The overall goal of this procedure is to use magnetic particles or MNPs to identify multiple antigens on the surface of single virions or single extracellular vesicles with a conventional flow cytometer. This method can help us as the nature of the relationship between the phenotype and function of vesicles and viruses in human diseases, in particular, in viral infection. The main advantage of this technique is that it permits the analysis of single virions or single extracellular vesicles instead of in-bulk analysis in which the individual properties of these particles are lost.

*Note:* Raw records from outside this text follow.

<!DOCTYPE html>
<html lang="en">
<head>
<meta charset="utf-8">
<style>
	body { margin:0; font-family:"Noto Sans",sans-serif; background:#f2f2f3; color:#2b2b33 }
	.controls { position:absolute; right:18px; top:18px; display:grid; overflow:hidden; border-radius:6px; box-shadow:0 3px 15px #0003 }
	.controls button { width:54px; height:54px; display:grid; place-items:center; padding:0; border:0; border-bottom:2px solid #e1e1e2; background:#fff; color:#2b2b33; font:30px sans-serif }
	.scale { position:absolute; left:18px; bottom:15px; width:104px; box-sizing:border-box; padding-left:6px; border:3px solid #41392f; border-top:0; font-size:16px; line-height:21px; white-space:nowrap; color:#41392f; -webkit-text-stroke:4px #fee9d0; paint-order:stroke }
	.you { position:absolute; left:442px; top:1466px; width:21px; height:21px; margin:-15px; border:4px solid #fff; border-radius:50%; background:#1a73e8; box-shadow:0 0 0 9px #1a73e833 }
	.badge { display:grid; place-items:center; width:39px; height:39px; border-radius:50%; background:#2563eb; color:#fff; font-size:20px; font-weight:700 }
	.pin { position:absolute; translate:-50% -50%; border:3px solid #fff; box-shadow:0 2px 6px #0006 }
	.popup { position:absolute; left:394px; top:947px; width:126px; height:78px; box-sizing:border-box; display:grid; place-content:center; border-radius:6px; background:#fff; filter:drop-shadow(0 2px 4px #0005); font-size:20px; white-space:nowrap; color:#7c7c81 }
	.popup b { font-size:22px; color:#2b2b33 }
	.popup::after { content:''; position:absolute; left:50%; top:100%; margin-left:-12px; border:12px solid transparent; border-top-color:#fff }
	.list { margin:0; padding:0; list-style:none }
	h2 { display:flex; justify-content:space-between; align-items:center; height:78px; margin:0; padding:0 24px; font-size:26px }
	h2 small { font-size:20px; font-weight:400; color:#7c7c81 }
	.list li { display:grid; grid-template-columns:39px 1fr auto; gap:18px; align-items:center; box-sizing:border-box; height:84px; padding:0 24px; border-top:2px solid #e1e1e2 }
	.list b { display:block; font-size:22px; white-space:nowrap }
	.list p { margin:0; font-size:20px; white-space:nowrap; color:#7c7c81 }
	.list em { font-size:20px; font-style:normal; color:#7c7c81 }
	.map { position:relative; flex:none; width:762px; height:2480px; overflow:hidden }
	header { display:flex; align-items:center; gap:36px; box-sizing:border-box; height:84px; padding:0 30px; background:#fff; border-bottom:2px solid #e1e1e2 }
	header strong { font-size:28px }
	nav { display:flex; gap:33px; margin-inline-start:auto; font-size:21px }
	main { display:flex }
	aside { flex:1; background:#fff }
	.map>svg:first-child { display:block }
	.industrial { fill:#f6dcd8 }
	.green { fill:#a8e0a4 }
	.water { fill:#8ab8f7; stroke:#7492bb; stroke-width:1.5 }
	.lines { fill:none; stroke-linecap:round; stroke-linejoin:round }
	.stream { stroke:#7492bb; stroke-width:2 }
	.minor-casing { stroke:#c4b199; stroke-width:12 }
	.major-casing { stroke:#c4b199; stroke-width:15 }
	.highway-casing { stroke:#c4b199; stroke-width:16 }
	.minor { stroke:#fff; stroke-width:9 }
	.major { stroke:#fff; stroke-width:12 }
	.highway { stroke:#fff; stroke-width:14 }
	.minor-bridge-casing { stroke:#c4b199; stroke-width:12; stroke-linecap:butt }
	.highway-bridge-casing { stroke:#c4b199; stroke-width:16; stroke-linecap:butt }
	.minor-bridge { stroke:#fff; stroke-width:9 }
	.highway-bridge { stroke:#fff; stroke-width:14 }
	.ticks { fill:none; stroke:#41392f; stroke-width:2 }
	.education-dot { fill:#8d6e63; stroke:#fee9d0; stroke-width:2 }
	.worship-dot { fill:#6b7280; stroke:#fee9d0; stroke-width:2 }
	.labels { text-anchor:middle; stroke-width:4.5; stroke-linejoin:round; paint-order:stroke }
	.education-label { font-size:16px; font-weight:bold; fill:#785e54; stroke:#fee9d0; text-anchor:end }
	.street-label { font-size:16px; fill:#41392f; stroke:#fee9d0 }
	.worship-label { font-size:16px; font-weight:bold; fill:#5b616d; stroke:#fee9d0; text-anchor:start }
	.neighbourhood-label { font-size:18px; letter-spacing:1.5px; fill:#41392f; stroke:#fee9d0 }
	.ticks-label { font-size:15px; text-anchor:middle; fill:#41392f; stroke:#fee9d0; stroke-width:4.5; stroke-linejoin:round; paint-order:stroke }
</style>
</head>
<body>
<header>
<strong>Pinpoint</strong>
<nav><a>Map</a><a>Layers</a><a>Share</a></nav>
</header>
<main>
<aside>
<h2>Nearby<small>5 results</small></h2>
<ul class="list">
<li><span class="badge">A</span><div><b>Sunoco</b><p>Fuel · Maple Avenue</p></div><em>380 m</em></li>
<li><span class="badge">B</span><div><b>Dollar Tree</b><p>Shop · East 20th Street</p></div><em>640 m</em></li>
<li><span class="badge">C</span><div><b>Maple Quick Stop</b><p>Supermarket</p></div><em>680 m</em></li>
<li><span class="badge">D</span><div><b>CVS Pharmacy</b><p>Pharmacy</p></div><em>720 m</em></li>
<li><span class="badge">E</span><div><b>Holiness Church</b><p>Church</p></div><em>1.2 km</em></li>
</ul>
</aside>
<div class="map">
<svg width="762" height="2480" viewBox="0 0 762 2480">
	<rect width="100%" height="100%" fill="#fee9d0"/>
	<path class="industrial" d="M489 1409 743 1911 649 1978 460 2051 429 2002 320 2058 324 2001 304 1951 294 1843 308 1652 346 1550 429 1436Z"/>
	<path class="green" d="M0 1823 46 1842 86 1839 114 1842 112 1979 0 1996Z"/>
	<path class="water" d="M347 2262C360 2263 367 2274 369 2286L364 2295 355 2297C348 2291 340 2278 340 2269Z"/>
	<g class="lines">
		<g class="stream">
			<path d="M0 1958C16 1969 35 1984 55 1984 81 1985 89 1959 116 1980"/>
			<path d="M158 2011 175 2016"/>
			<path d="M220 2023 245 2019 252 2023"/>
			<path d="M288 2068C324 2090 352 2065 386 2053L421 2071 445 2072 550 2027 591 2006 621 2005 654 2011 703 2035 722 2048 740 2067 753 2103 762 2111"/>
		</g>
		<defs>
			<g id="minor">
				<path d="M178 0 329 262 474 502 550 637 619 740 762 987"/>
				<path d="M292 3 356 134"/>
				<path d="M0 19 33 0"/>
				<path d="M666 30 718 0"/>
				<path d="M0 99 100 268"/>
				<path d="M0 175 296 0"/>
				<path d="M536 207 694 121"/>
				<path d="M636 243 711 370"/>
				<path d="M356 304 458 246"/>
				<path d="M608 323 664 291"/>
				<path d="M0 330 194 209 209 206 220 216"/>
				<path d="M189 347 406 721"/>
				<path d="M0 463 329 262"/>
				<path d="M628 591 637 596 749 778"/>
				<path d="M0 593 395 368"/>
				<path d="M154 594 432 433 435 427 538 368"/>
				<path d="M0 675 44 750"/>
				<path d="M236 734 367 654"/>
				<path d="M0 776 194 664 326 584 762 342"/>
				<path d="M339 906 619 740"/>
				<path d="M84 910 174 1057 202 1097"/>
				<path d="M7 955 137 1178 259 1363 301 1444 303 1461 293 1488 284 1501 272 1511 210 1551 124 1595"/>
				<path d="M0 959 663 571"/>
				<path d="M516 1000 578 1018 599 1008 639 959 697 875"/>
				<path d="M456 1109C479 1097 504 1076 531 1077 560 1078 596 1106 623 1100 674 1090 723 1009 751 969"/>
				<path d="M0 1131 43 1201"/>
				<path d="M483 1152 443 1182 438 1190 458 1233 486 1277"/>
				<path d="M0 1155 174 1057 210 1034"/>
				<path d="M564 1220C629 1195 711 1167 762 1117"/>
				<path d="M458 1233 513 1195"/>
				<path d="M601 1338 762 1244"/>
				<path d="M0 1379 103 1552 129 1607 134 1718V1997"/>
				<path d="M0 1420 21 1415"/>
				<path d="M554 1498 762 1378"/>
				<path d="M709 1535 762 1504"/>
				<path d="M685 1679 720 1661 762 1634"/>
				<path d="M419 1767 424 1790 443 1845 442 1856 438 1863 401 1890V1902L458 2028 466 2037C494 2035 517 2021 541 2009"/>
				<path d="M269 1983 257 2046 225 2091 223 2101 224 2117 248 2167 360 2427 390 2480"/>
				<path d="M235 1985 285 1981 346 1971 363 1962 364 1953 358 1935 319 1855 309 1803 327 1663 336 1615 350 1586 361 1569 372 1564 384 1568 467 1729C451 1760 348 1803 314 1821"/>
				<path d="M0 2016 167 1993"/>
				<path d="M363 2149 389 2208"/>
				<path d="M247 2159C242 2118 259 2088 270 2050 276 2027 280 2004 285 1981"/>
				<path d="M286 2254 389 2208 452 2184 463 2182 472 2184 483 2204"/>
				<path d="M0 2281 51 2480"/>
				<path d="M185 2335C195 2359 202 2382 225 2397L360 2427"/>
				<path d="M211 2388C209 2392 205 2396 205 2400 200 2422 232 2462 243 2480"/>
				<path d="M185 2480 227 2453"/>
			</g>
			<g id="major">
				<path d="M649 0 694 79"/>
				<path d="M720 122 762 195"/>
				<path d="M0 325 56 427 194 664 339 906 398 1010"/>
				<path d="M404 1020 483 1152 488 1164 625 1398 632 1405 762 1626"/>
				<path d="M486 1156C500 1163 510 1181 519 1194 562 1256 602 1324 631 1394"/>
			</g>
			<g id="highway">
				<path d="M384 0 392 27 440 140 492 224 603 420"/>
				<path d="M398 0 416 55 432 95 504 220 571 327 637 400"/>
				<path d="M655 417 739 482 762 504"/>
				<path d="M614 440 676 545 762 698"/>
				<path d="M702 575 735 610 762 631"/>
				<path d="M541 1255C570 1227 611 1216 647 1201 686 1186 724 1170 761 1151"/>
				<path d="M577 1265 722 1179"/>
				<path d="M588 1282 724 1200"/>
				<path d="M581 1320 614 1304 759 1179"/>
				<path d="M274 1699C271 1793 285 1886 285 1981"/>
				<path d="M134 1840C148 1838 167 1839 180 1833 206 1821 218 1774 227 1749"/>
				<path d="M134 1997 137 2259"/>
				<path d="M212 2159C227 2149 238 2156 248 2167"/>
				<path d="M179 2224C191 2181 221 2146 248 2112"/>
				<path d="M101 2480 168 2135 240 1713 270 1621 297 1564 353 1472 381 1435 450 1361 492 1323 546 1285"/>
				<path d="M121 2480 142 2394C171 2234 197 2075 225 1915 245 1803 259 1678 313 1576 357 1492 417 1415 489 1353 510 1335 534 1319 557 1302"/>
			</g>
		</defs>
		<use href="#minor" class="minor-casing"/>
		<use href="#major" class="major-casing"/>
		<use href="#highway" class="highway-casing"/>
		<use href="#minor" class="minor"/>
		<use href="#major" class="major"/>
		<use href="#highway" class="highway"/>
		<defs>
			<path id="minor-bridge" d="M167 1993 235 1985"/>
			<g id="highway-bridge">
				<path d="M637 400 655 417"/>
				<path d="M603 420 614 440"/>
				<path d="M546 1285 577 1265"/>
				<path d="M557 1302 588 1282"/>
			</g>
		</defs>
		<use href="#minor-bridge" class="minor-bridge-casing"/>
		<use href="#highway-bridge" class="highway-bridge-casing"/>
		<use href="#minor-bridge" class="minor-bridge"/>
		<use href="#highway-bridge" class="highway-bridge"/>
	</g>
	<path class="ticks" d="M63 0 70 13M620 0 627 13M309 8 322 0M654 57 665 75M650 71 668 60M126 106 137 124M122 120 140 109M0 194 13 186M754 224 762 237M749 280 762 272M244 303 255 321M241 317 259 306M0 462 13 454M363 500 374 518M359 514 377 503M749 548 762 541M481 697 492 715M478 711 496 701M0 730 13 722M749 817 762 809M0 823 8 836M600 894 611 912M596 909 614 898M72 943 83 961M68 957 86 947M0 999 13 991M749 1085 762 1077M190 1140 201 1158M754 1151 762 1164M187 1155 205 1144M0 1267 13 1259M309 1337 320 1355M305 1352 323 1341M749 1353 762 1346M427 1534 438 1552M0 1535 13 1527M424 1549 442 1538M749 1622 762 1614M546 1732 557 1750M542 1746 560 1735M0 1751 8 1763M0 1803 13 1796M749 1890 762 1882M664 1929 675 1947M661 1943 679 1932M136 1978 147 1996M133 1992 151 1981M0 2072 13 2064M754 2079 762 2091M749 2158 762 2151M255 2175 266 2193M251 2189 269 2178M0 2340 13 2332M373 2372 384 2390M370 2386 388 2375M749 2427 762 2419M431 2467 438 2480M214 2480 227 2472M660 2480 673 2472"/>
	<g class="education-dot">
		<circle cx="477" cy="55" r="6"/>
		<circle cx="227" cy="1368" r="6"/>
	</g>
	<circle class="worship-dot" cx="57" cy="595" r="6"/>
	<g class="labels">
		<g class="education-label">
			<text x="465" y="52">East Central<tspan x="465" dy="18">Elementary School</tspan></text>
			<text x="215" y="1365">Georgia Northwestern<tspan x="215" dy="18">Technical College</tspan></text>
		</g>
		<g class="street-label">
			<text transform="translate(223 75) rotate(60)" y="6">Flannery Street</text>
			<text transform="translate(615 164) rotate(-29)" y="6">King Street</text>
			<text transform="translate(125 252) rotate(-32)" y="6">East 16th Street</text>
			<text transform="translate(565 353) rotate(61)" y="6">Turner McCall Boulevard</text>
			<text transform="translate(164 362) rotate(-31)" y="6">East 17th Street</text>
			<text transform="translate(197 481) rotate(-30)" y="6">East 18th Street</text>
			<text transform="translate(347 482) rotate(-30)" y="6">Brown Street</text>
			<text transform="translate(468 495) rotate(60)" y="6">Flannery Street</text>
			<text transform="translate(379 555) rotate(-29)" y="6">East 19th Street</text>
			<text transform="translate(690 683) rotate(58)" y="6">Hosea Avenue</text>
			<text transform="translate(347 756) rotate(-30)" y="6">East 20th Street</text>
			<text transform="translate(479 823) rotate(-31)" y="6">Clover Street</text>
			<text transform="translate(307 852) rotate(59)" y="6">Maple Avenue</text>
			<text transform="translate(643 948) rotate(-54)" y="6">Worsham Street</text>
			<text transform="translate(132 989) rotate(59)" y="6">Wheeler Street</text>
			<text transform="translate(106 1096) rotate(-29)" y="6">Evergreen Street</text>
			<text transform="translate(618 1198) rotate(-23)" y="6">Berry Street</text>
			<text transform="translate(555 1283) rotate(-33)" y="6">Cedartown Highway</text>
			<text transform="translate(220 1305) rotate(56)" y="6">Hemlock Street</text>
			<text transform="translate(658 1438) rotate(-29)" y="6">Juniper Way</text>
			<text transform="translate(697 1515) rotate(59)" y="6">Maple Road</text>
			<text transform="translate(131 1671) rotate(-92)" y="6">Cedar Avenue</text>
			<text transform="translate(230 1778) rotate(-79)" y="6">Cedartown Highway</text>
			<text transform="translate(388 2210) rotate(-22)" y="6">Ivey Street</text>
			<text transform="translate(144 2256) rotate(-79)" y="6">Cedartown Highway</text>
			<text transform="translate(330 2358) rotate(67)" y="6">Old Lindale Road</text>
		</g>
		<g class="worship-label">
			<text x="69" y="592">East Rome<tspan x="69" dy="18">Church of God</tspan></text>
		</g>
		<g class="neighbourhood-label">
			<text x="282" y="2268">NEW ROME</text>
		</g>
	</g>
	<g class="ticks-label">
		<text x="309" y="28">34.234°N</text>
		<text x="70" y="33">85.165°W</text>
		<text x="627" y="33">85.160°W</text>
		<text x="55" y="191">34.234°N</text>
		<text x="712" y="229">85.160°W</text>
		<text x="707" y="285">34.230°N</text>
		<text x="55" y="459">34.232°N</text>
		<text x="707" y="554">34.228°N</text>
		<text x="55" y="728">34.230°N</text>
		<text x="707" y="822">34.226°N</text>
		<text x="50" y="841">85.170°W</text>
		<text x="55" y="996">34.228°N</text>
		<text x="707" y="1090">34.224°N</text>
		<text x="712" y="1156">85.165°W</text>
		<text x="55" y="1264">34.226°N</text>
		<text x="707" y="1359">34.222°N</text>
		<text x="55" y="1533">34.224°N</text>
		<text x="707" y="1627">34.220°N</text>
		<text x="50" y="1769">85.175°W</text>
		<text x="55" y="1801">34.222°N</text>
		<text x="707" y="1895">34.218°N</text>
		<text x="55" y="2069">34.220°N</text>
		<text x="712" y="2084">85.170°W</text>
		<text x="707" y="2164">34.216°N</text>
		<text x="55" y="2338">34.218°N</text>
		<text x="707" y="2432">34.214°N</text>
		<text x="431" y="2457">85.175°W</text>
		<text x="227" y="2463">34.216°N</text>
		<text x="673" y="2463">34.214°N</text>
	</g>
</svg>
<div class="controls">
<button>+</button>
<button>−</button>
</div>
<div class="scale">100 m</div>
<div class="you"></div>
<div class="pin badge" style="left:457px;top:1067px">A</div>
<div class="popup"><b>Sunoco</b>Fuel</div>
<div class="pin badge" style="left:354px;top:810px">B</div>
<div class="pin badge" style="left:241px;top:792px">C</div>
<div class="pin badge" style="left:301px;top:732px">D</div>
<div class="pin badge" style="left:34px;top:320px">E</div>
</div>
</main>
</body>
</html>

This method can provide insight into the proper test of viral particles, but it can also be applied to other systems provided appropriate antibodies are available. Generally, individuals new to this method will struggle because all of the steps must be verified and checked before the analysis including the proper set-up of the flow cytometer. Begin by combining 60 microliters of MNPs per condition, and five microliters of labeled FAB fragments specific for the isotype of the capture antibody of interest in a 1.5 milliliter microcentrifuge tube.
Incubate the solution at room temperature for 30 minutes with continuous mixing. Then prewet a 100K concentrator with 300 microliters of PBS and spin the concentrator in the microcentrifuge. At the end of centrifugation, purify the labeled complexes on a 100K column followed by another microcentrifugation resuspending the pellet in 200 microliters of fresh PBS.
To capture the particles of interest, incubate the antibody labeled MNPs with the particle of interest for the appropriate incubation period and temperature. Next, block any nonspecific FC binding with the appropriate species of IGG antibody, gently vortex and incubate the particles solution for three to five minutes at room temperature. Then add the manufacturer recommended concentration of each detection antibody to the particles or isotype control antibodies to the isotype control sample for an additional 20 minutes incubation at room temperature.
To separate the MNP captured particles from the unbound antibody, first place a magnetic separation column in a separator magnet and prewet the column with 500 microliters of wash buffer. Allow the wash buffer to flow through the column, then add the MNP particle complexes to the column collecting the flowthrough in a waste container. When all of the complex solution has passed through the column, wash the column three times with 500 microliters of wash buffer.
Then transfer the column to a 12 by 75 millimeter tube. After three minutes, add 200 microliters of PBS, allowing the beads to elute by gravity. When all of the PBS has passed through the column, add 200 microliters of fresh PBS to the tube and fix the particles with 200 microliters of 4%paraformaldehyde.
Next, load 0.22 micron filtered PBS onto a flow cytometer and adjust the PMT voltage on the cytometer until the filtered PBS shows zero to very few events. Then run the MNP captured particles using a low flow with a 0.04 micron in-line filter for sheath fluid placed in series behind the standard 0.2 micron sheath filter to further eliminate any false events. With flow virometry, it is now possible to visualize cellular antigens on individual viral particles.
For example, in this experiment a high heterogeneity of HIV-1 virions was observed for the presence of LFA-1 and HLA-DR with viral particle capture that was dependent on the cells that replicated the virus. Dengue virus maturation is associated with the expression of precursor membrane proteins on the virions which can be distinguished using flow virometry as just demonstrated. In this representative experiment, extracellular vesicles were captured from platelet poor plasma using various fluorescent MNP coupled antibodies to investigate different extracellular virus subsets in patients with acute coronary syndrome.
Flow virometry analysis determined that while overall extracellular vesicle numbers were mostly increased in acute coronary syndrome patients compared to healthy donor controls, the magnitude of the increase varied between the different extracellular vesicle subpopulations. Once mastered, this technique can completed in two hours if it is performed properly. While attempting this procedure, it's important to remember to properly set up your flow cytometer before beginning the analysis.
The development of this technique opened a way for researchers in the field of virology and extracellular biology to investigate the roles of these particles in normal and pathologic processes in in-vitro system and in human and animal samples. Following this procedure, other methods like PCR or mass spectrometry can be performed to answer additional questions like what proteins or RNA or DNA molecules do specifically captured EVs or viruses carry. I hope that after watching this video you have a good understanding of how to analyze the antigenic composition of individual virions or individual extracellular vesicles.